Hurricane Productions in association with The Wayside Chapel presents STORIES FROM THE WAYSIDE at the new Wayside Theatre, Kings Cross.

The Wayside Chapel has always had a theatre space. There is now a brand new green space at the Wayside. STORIES FROM THE WAYSIDE is the inaugural production.

Eight actors were assigned an individual each: staff and/or clients that have had a relationship with the organisation. The actors interviewed their study over five different meetings throughout July/August of this year. The actors studied their subject closely and observed the physical, vocal and emotional gestures, capturing the vocabulary and information from a set of prepared questions. It was all recorded. Under the direction of Dean Carey the material was examined and ordered into a verbatim play. It is a process that we have engaged and seen before and none the less still effective theatre.

Simply, the actors arrive, sit on milk crates and each equipped with liquid to keep themselves fluid, and a candle, begin an integrated story telling experience. Simple stories, of ordinary people who have found at the Wayside Chapel acceptance and support in a non-judgemental atmosphere, that proposes and offers these men and women the opportunity to achieve a sense of dignity and pride. As we listen to the story material of their lives, we get caught up in their past, their struggles, their victories, their joys, their failures, their present, their memories of others, their admiration of others, their regrets, their hope for the future.

Angus Anderson,Gustavo Barbosa, Hamish Briggs, Nikki Britton, Graeme McRae, Suzanne Pereira, Eloise Snape and Paul Hooper, all graduates from the Actors Centre Australia (ACA) each have respectfully created telling and involved characters that affect the audience into a very gentle web of friendship, so that quickly, we, the audience, begin to care and identify for them and with them.

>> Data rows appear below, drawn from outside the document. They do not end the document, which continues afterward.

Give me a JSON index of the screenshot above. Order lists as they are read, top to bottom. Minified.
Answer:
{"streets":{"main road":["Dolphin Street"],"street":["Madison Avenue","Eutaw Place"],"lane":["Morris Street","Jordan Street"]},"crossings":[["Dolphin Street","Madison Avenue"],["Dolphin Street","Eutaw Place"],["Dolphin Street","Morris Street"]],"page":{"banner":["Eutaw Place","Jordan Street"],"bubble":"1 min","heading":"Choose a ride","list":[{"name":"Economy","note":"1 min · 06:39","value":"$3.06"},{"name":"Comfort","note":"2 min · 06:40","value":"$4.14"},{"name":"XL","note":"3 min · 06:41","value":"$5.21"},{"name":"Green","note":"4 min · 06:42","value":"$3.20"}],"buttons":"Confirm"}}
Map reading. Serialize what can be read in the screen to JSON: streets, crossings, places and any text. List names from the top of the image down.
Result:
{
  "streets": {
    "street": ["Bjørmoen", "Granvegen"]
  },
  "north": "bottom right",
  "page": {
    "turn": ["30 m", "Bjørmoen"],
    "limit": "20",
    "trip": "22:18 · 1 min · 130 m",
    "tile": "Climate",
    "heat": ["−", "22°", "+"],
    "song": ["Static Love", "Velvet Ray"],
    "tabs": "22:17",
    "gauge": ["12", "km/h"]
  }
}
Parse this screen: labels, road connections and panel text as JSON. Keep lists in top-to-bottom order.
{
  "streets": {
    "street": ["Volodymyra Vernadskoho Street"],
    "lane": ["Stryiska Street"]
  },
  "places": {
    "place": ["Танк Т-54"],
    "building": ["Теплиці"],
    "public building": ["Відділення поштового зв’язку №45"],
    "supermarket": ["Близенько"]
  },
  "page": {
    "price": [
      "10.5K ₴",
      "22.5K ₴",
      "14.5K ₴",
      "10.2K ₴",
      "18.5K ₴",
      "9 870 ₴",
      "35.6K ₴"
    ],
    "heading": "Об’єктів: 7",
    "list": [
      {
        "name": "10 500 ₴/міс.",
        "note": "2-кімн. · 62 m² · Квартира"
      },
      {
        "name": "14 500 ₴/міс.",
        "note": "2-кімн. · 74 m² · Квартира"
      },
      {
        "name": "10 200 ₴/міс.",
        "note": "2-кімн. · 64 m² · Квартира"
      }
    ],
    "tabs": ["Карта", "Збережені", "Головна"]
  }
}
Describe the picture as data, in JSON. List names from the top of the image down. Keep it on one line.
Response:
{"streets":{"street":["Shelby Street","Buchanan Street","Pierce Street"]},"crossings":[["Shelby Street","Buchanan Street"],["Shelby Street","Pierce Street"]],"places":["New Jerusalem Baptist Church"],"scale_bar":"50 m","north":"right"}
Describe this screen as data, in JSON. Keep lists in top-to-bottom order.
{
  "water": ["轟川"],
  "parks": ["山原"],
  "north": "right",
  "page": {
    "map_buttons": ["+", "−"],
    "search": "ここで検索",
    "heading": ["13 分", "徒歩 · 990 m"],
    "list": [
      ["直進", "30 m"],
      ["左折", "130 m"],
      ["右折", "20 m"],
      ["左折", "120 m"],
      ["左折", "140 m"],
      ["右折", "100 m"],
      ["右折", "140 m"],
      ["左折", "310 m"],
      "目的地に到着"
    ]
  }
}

They are all a bunch of characters and seem to be modestly happy to be talking to us. Their sense of mission to enlighten us to a knowledge of their human condition so that a level footage can be found for understanding is easy and embraceably possible. The performances and the production avoids sentimentality, although the sound scape signals sometimes a little too unsubtly the emotional tone of the sequences, the balance is beautiful among the actors.

A simple  design of a wall of poster photographs of the actors camouflaged  with painterly daubs and scattered torn paper surrounded by towers of  blue milk crates, is, I understand by Rodney Fisher, a denizen of the Cross - an artist that in his participation reflects the generosity of all involved. they all have heart.

This is the third piece of political theatre I have seen this weekend. The raucous explosions of a minority celebrating their lives at Marrickville in YOU LITTLE STRIPPER; a devastating and immensely sophisticated disquisition about the ability to practice our freedoms to speak out on issues around Islam and democracy by the brilliant DV8 physical theatre company in CAN WE TALK ABOUT THIS?; and finally this modest community verbatim telling of stories to give understanding and dignity to what some may regard as an underclass of the lower depths. A panorama of cultural stratospheres that gives a deep weave and context to living in Sydney today.

The motto on the banner of THE WAYSIDE CHAPEL is LOVE OVER HATE. All three events give us an education that leads to a shared knowledge that helps us all to give every individual the right to be, by understanding. To help us to love the humanity around us and not let ignorance cause fear and hate.

LOVE OVER HATE.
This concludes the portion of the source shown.